→ What is required
Set down the entries below once more, precisely as they stand.

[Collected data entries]
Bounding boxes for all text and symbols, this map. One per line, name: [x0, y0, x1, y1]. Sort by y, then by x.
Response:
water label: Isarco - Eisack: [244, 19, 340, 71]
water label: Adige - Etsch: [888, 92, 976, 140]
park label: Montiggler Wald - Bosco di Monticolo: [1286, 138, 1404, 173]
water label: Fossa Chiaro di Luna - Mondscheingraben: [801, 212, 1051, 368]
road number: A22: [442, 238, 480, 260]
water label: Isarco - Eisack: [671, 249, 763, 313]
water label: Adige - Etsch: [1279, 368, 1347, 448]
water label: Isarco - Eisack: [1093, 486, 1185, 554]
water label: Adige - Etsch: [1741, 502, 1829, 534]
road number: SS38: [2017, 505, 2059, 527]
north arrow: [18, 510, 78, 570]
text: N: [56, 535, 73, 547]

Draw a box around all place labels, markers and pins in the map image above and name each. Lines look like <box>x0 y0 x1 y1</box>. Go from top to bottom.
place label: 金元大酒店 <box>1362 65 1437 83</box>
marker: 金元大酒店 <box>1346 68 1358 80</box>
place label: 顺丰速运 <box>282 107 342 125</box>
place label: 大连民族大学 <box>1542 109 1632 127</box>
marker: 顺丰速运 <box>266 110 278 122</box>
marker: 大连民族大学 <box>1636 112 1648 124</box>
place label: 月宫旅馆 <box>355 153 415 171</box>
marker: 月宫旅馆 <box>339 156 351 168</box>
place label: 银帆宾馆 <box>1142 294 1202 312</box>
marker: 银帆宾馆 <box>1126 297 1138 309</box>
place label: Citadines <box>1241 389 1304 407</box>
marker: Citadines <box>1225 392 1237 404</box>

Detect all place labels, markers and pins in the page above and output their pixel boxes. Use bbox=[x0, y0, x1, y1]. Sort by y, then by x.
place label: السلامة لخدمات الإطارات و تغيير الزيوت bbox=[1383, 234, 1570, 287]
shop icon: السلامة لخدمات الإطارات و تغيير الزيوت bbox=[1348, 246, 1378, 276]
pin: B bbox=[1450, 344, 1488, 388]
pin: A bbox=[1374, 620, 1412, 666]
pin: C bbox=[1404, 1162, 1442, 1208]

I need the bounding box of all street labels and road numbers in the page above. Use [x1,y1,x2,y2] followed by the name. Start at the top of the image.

→ Expected answer
Bounding boxes for all text and symbols, this map. One per line, name: [x0, y0, x1, y1]. Sort by y, then by x.
Response:
water label: Isarco - Eisack: [244, 19, 340, 71]
water label: Adige - Etsch: [888, 92, 976, 140]
park label: Montiggler Wald - Bosco di Monticolo: [1286, 138, 1404, 173]
water label: Fossa Chiaro di Luna - Mondscheingraben: [801, 212, 1051, 368]
road number: A22: [442, 238, 480, 260]
water label: Isarco - Eisack: [671, 249, 763, 313]
water label: Adige - Etsch: [1279, 368, 1347, 448]
water label: Isarco - Eisack: [1093, 486, 1185, 554]
water label: Adige - Etsch: [1741, 502, 1829, 534]
road number: SS38: [2017, 505, 2059, 527]
north arrow: [18, 510, 78, 570]
text: N: [56, 535, 73, 547]

Draw a box around all place labels, markers and pins in the map image above and name each. Lines look like <box>x0 y0 x1 y1</box>. Go from top to bottom.
place label: 金元大酒店 <box>1362 65 1437 83</box>
marker: 金元大酒店 <box>1346 68 1358 80</box>
place label: 顺丰速运 <box>282 107 342 125</box>
place label: 大连民族大学 <box>1542 109 1632 127</box>
marker: 顺丰速运 <box>266 110 278 122</box>
marker: 大连民族大学 <box>1636 112 1648 124</box>
place label: 月宫旅馆 <box>355 153 415 171</box>
marker: 月宫旅馆 <box>339 156 351 168</box>
place label: 银帆宾馆 <box>1142 294 1202 312</box>
marker: 银帆宾馆 <box>1126 297 1138 309</box>
place label: Citadines <box>1241 389 1304 407</box>
marker: Citadines <box>1225 392 1237 404</box>

Detect all place labels, markers and pins in the page above and output their pixel boxes. Use bbox=[x0, y0, x1, y1]. Sort by y, then by x.
place label: السلامة لخدمات الإطارات و تغيير الزيوت bbox=[1383, 234, 1570, 287]
shop icon: السلامة لخدمات الإطارات و تغيير الزيوت bbox=[1348, 246, 1378, 276]
pin: B bbox=[1450, 344, 1488, 388]
pin: A bbox=[1374, 620, 1412, 666]
pin: C bbox=[1404, 1162, 1442, 1208]

I need the bounding box of all street labels and road numbers in the page above. Use [x1,y1,x2,y2] followed by the name. Start at the top of the image.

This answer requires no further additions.